BraveBook:リチャード・ドーキンス「延長された表現型」

ここ数ヶ月、いろいろと忙しくてブログの更新ができないままでした。
今週はようやく夏休み!
もう一度読んでおきたいと思っていた本を読みはじめています。
半日も読書をしていて、つくづく分かったのは「歳をとる」ことの意味です。
まず、「小さな文字が読みにくい。」もちろん老眼です。それ以上に「根気が続かない」、これは意外だったのですが、体力が足りないとかではなく、単純に読書に集中できない自分に気がつきました。

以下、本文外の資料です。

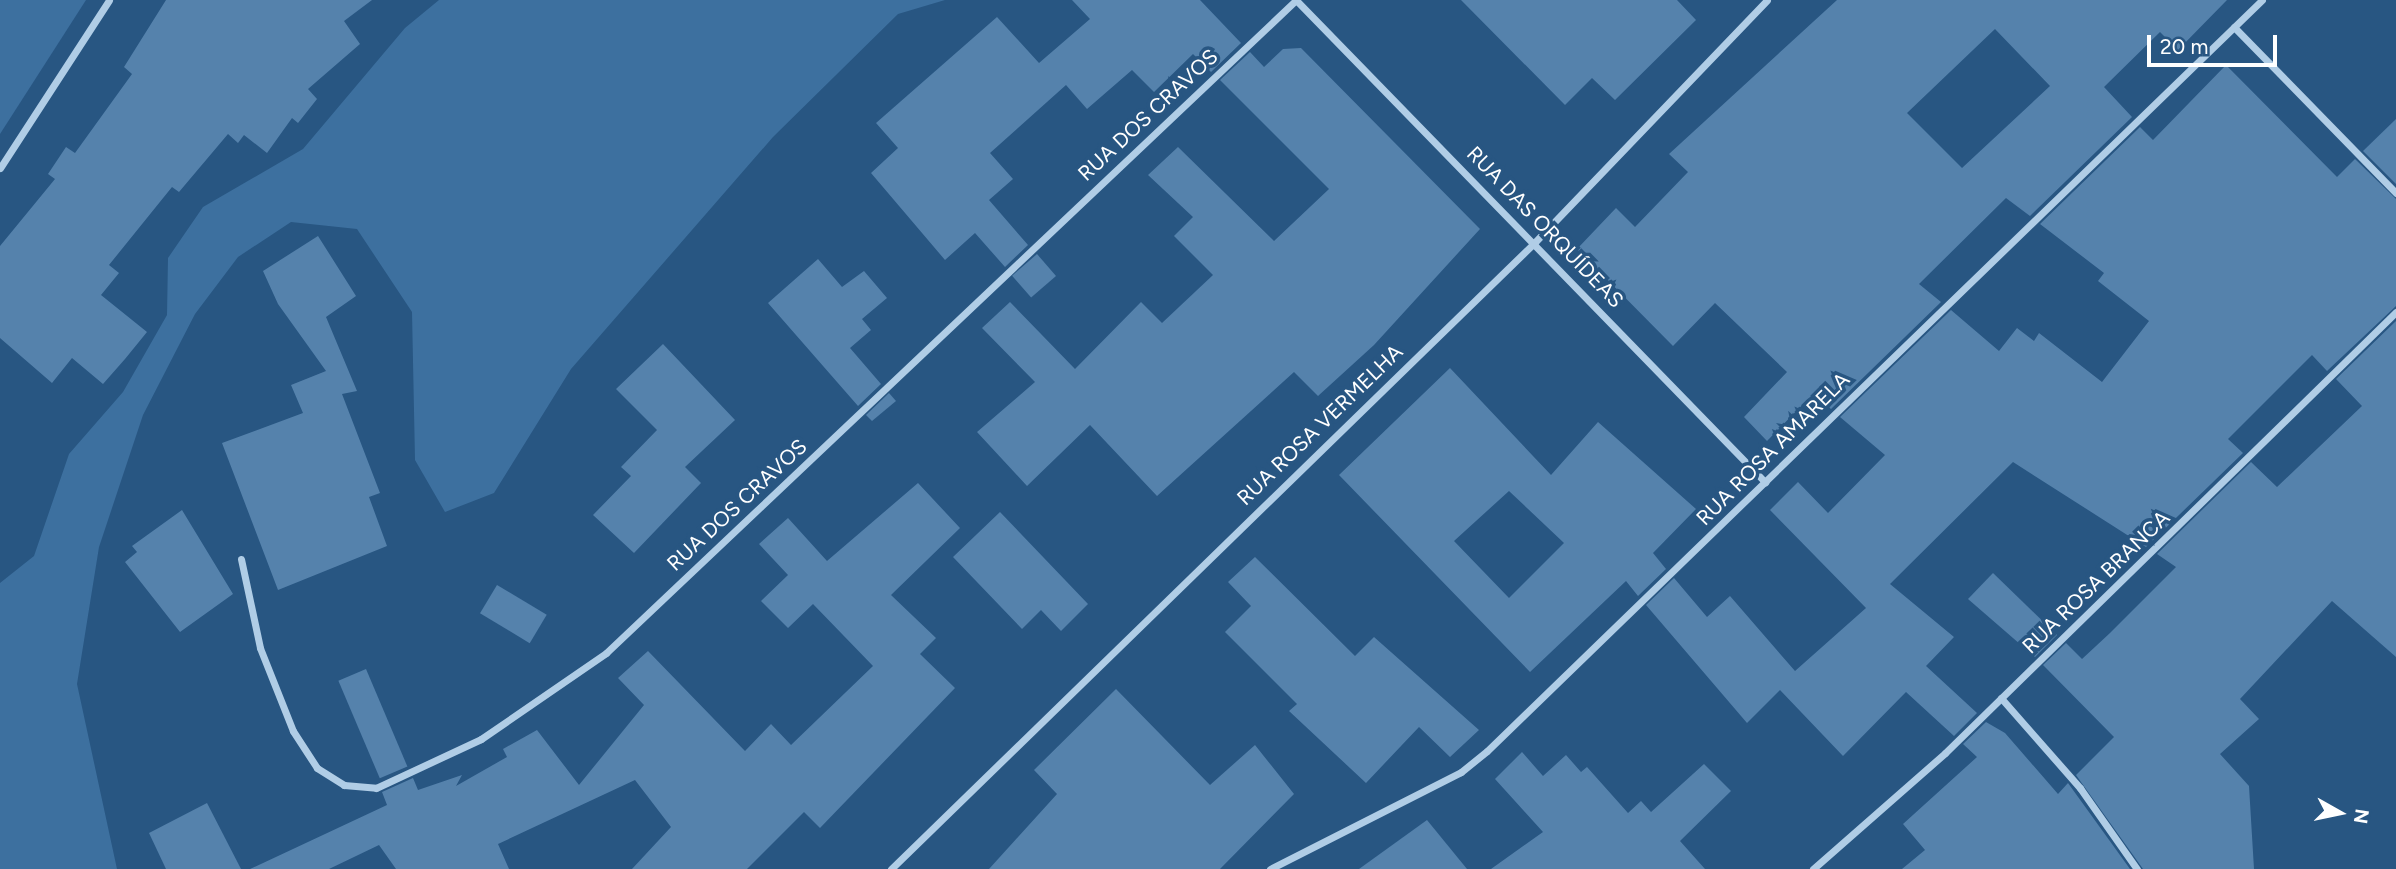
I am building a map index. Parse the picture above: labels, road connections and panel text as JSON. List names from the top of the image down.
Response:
{
  "streets": {
    "street": [
      "RUA DOS CRAVOS",
      "RUA DAS ORQUÍDEAS",
      "RUA ROSA VERMELHA",
      "RUA ROSA AMARELA",
      "RUA ROSA BRANCA"
    ]
  },
  "crossings": [
    ["RUA DOS CRAVOS", "RUA DAS ORQUÍDEAS"],
    ["RUA DAS ORQUÍDEAS", "RUA ROSA VERMELHA"],
    ["RUA DAS ORQUÍDEAS", "RUA ROSA AMARELA"]
  ],
  "scale_bar": "20 m",
  "north": "right"
}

以前なら、日がな一日、読書を続けられたものが、何か邪魔が入る訳でもないのに、神経が集中できないと言うか、違うことが気になったり(例えば喉が渇いたな、とか、音楽を聴こうかな、とか、今日は暑いな、とか)して、少しも読書が捗りません。
「少年老い易く、学なり難し」とは、そう言うことなのかと、今更ながら納得です。

さて、まず挑戦したのが「延長された表現型」
遺伝生物学の新たな境地を、若くしてたった一冊の本「利己的な遺伝子」で切り開いたイギリスの生物学者、リチャード・ドーキンス博士の2冊目の著書です。
初めて読んだのが95年!何と17年ぶりに読みました。
最初読んだ時には、とてもとても難しかったことしか記憶にありませんでしたが、改めて読んでみた感想は「やっぱり難しい」(笑)
その理由は、この本が「利己的な遺伝子」が学会に大きな衝撃を与えて、反論・追従・模倣・誤解が蔓延したことに対する、本人からの「回答書」が大きな目的で書かれているためです。全14章のうち10章が反論と補足説明にあてられ、タイトルの「延長された表現型」という新たなアイディアは最後の4章に概要が述べられているのです。そのため、本書の大半が極東の島国の素人には、縁のない学者の名前と学説が引用されていて、重要とわかっていても、なかなか興味が持続できないのでした。
肝心の「延長された表現型」とは、ドーキンス理論の根幹の一つである、生物とは遺伝子が基本で、体(生物)は「表現型」であるとの基本テーゼを拡張するものです。すなわち、遺伝子が体を通じて、他の生物や外界(環境)に働きかけた結果(効果)も表現型であるとの主張なのです。
その発想は、ドーキンスの天才を改めて感じさせるものの、ドーキンスが攻撃してやまない群淘汰や集団進化論などとの境界を、一見すると曖昧化してしまうように誤解された危険な拡張でもあったのです。その後の著書では、拡張により慎重になっていることが、その証拠でしょう。
アマゾンで検索してみると廃刊となっているようですが、お近くの図書館なら蔵書しているかもしれません。